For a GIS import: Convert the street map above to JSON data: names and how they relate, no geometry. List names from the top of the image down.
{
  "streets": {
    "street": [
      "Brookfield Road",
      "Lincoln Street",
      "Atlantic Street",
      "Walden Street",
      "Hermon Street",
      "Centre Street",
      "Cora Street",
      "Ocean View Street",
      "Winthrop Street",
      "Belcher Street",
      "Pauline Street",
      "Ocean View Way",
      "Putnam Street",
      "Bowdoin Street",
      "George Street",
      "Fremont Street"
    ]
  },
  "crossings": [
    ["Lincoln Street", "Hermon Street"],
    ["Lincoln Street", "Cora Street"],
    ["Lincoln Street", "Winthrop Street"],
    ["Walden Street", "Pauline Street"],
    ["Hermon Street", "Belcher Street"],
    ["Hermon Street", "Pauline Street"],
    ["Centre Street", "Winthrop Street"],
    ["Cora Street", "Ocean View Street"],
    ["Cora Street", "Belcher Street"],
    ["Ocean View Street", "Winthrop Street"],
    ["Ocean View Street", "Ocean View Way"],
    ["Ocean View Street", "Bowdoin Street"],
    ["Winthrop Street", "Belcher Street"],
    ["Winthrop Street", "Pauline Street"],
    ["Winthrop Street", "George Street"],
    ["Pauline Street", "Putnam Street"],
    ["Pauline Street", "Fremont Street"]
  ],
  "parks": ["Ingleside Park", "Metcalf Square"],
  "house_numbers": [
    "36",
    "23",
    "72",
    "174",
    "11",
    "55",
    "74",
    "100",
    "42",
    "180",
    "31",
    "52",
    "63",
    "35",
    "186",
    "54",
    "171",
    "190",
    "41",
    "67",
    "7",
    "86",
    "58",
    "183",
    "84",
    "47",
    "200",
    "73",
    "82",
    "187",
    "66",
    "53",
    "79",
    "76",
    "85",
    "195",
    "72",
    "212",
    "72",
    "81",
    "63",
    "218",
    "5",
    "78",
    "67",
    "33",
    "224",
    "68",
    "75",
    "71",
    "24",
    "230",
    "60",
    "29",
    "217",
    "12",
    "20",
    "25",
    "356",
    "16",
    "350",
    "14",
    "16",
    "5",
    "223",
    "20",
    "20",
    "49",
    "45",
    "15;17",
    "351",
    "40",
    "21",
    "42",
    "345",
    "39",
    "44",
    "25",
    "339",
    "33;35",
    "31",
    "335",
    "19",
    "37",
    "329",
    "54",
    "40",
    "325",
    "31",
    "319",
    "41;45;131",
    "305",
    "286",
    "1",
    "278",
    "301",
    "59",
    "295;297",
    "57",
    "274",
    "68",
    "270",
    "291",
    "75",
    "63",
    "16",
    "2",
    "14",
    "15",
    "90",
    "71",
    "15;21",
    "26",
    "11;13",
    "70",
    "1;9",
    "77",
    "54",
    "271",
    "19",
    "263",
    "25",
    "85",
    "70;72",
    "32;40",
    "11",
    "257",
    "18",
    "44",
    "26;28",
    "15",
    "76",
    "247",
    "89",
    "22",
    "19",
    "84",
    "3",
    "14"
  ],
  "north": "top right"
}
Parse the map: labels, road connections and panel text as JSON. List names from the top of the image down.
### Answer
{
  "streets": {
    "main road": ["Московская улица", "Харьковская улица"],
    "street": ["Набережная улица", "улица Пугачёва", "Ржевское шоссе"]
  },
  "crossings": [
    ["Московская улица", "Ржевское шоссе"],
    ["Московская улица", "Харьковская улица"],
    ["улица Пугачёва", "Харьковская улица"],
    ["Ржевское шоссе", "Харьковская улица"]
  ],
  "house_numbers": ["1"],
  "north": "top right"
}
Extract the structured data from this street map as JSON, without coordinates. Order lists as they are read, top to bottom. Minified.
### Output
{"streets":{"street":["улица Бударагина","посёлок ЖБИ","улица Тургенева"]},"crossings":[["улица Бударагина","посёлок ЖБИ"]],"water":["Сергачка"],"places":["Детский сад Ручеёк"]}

-*-*-

» ABOUT THIS TASK: Count how many lines in the listing contain the string "Pauline". Only that number should be given.

» EXERCISE SOLUTION: 6